A insubsistência dessa diferenciação, cuja raiz era meramente topológica, foi denunciada pela doutrina sob a liderança de Guilherme de Souza Nucci. Invocando seus argumentos, a Sexta Turma do STJ deu início à virada jurisprudencial em 2015, ao decidir que a injúria racial é “um delito no cenário do racismo, portanto, imprescritível, inafiançável e sujeito à pena de reclusão” (AgRg no AREsp 686.965/DF, Rel. Desembargador convocado do TJ/SP Ericson Maranho, julgado em 18/08/2015), entendimento reiterado nos anos seguintes (AgRg no AREsp 734.236/DF, Rel. Ministro Nefi Cordeiro, julgado em 27/02/2018; AgRg no REsp 1849696/SP, Rel. Min. Sebastião Reis Júnior, julgado em 16/06/2020).
Apenas em 2021 a questão foi pacificada. O Ministro Edson Fachin, após afetar ao julgamento pelo Plenário do Supremo Tribunal Federal, relatou o acórdão em que reconheceu a inserção do crime do art. 140, §3º, do Código Penal, no contexto dos crimes de racismo, a despeito de sua posição externa à Lei nº 7.716/89:
A prática de injúria racial, prevista no art. 140, § 3º, do Código Penal, traz em seu bojo o emprego de elementos associados aos que se definem como raça, cor, etnia, religião ou origem para se ofender ou insultar alguém. Em ambos os casos, há o emprego de elementos discriminatórios baseados na raça para a violação, o ataque, a supressão de direitos fundamentais do ofendido. Sendo assim, não se pode excluir o crime de injúria racial do mandado constitucional de criminalização previsto no art. 5º, XLII, restringindo-lhe indevidamente a aplicabilidade.
STF. Plenário. HC 154248/DF, Rel. Min. Edson Fachin, julgado em 28/10/2021 (Info 1036).
Em 2023, o legislador positivou esse entendimento por meio da Lei nº 14.532/2023, transpondo o tipo para a Lei nº 7.716/1989, na forma do art. 2º-A. Anote-se que apenas foram trasladados parte de seus elementos normativos, remanescendo como qualificadora do art. 140 do Código Penal a injúria fundada em elementos referentes a religião ou à condição de pessoa idosa ou com deficiência.
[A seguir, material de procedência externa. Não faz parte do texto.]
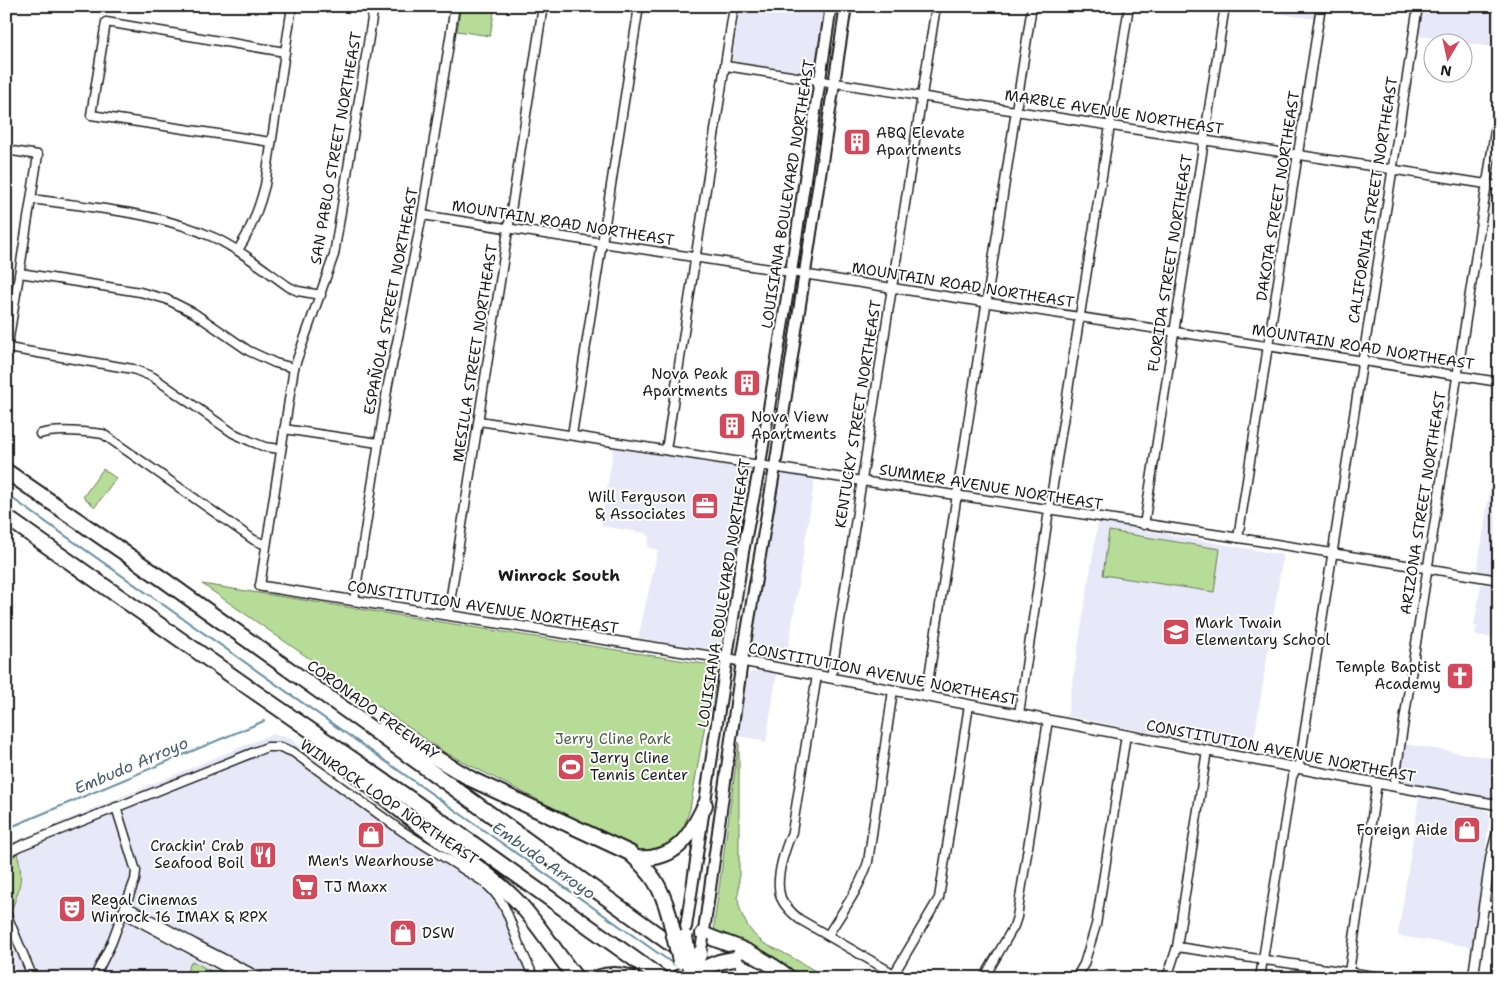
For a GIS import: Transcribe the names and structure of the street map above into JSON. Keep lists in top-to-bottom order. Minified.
{"streets":{"highway":["CORONADO FREEWAY"],"main road":["LOUISIANA BOULEVARD NORTHEAST"],"street":["MARBLE AVENUE NORTHEAST","SAN PABLO STREET NORTHEAST","DAKOTA STREET NORTHEAST","CALIFORNIA STREET NORTHEAST","MOUNTAIN ROAD NORTHEAST","FLORIDA STREET NORTHEAST","ESPAÑOLA STREET NORTHEAST","MESILLA STREET NORTHEAST","KENTUCKY STREET NORTHEAST","SUMMER AVENUE NORTHEAST","ARIZONA STREET NORTHEAST","CONSTITUTION AVENUE NORTHEAST","WINROCK LOOP NORTHEAST"]},"crossings":[["MARBLE AVENUE NORTHEAST","LOUISIANA BOULEVARD NORTHEAST"],["MARBLE AVENUE NORTHEAST","DAKOTA STREET NORTHEAST"],["MARBLE AVENUE NORTHEAST","CALIFORNIA STREET NORTHEAST"],["MARBLE AVENUE NORTHEAST","FLORIDA STREET NORTHEAST"],["MARBLE AVENUE NORTHEAST","KENTUCKY STREET NORTHEAST"],["MARBLE AVENUE NORTHEAST","ARIZONA STREET NORTHEAST"],["SAN PABLO STREET NORTHEAST","CONSTITUTION AVENUE NORTHEAST"],["LOUISIANA BOULEVARD NORTHEAST","MOUNTAIN ROAD NORTHEAST"],["LOUISIANA BOULEVARD NORTHEAST","SUMMER AVENUE NORTHEAST"],["LOUISIANA BOULEVARD NORTHEAST","CONSTITUTION AVENUE NORTHEAST"],["DAKOTA STREET NORTHEAST","MOUNTAIN ROAD NORTHEAST"],["DAKOTA STREET NORTHEAST","SUMMER AVENUE NORTHEAST"],["CALIFORNIA STREET NORTHEAST","MOUNTAIN ROAD NORTHEAST"],["CALIFORNIA STREET NORTHEAST","SUMMER AVENUE NORTHEAST"],["CALIFORNIA STREET NORTHEAST","CONSTITUTION AVENUE NORTHEAST"],["MOUNTAIN ROAD NORTHEAST","FLORIDA STREET NORTHEAST"],["MOUNTAIN ROAD NORTHEAST","ESPAÑOLA STREET NORTHEAST"],["MOUNTAIN ROAD NORTHEAST","MESILLA STREET NORTHEAST"],["MOUNTAIN ROAD NORTHEAST","KENTUCKY STREET NORTHEAST"],["MOUNTAIN ROAD NORTHEAST","ARIZONA STREET NORTHEAST"],["FLORIDA STREET NORTHEAST","SUMMER AVENUE NORTHEAST"],["ESPAÑOLA STREET NORTHEAST","CONSTITUTION AVENUE NORTHEAST"],["MESILLA STREET NORTHEAST","SUMMER AVENUE NORTHEAST"],["MESILLA STREET NORTHEAST","CONSTITUTION AVENUE NORTHEAST"],["KENTUCKY STREET NORTHEAST","SUMMER AVENUE NORTHEAST"],["KENTUCKY STREET NORTHEAST","CONSTITUTION AVENUE NORTHEAST"],["SUMMER AVENUE NORTHEAST","ARIZONA STREET NORTHEAST"],["ARIZONA STREET NORTHEAST","CONSTITUTION AVENUE NORTHEAST"]],"districts":["Winrock South"],"water":["Embudo Arroyo"],"parks":["Jerry Cline Park"],"places":{"building":["ABQ Elevate Apartments","Nova Peak Apartments","Nova View Apartments"],"office":["Will Ferguson & Associates"],"school or university":["Mark Twain Elementary School"],"church":["Temple Baptist Academy"],"sports":["Jerry Cline Tennis Center"],"shop":["Foreign Aide","Men's Wearhouse","DSW"],"restaurant":["Crackin' Crab Seafood Boil"],"supermarket":["TJ Maxx"],"theatre":["Regal Cinemas Winrock 16 IMAX & RPX"]},"north":"bottom"}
A idoneidade desse “fatiamento” da antiga qualificado do §3º é tema denso e instigante a ser explorado em artigo próprio.
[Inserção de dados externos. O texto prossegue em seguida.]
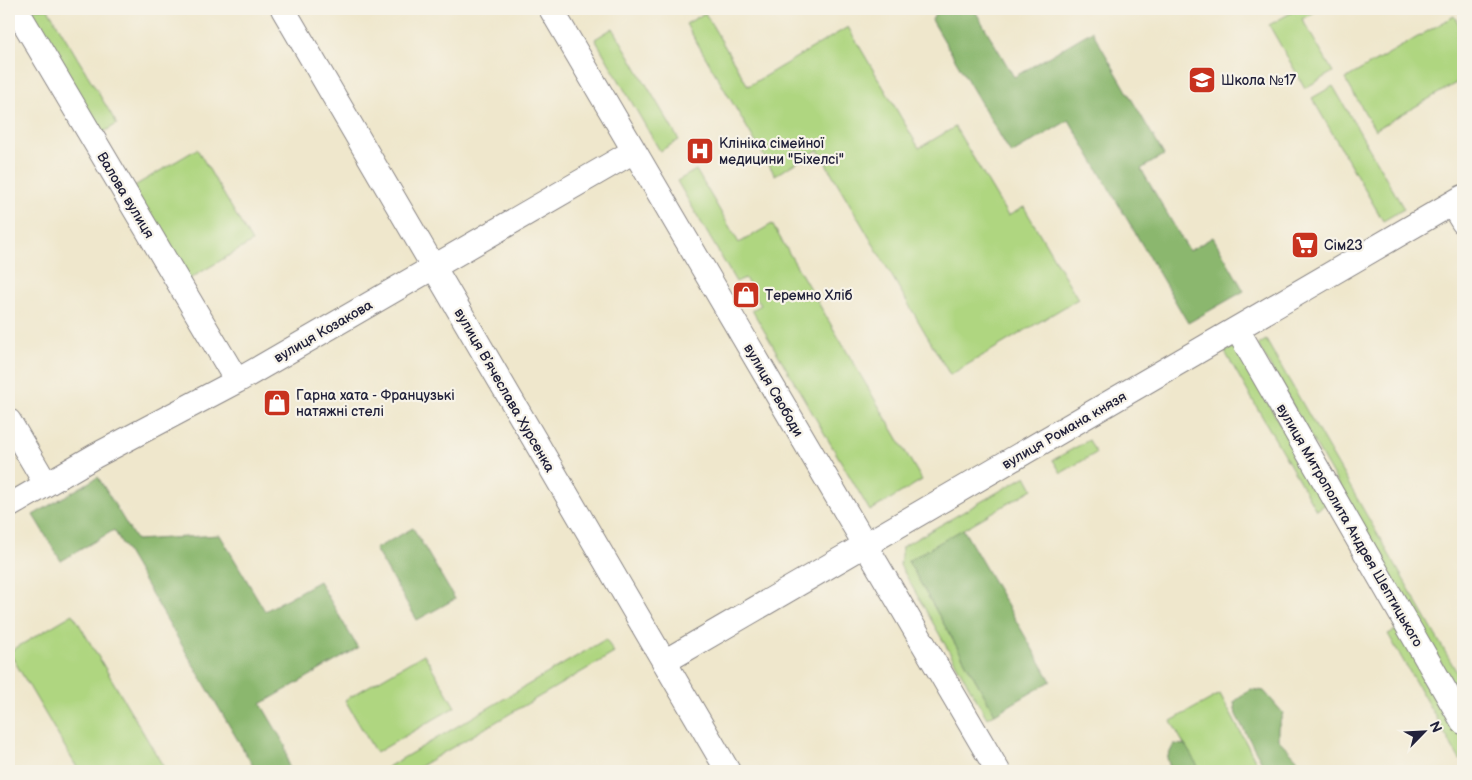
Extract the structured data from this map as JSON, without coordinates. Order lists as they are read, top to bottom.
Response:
{
  "streets": {
    "street": [
      "Валова вулиця",
      "вулиця Козакова",
      "вулиця Вʼячеслава Хурсенка",
      "вулиця Свободи",
      "вулиця Романа князя",
      "вулиця Митрополита Андрея Шептицького"
    ]
  },
  "crossings": [
    ["Валова вулиця", "вулиця Козакова"],
    ["вулиця Козакова", "вулиця Вʼячеслава Хурсенка"],
    ["вулиця Козакова", "вулиця Свободи"],
    ["вулиця Вʼячеслава Хурсенка", "вулиця Романа князя"],
    ["вулиця Свободи", "вулиця Романа князя"],
    ["вулиця Романа князя", "вулиця Митрополита Андрея Шептицького"]
  ],
  "places": {
    "school or university": ["Школа №17"],
    "hospital": ["Клініка сімейної медицини \"Біхелсі\""],
    "supermarket": ["Сім23"],
    "shop": ["Теремно Хліб", "Гарна хата - Французькі натяжні стелі"]
  },
  "north": "top right"
}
Diante desse cenário, não há mais dúvidas de que a conduta criminosa de injuriar alguém, ofendendo-lhe a dignidade ou o decoro, em razão de raça, cor, etnia ou procedência nacional, se praticada a partir de 11 de janeiro de 2023, subsome fato sujeito ao mandado constitucional de criminalização do art. 5º, XLII, com todas as suas consequências. Ademais, trata-se de crime de ação penal pública incondicionada, porquanto não mais atingido pelas amarras do art. 145 do Código Penal.
Mas e quanto aos delitos praticados antes da publicação da Lei nº 14.532/2023? É cediço que ocorreu a continuidade típico-normativa de tais condutas, não havendo falar em abolitio criminis. O que dizer sobre a condição de procedibilidade da representação do ofendido, porém? Sua higidez foi afirmada? A busca da resposta exige a revisão de alguns conceitos.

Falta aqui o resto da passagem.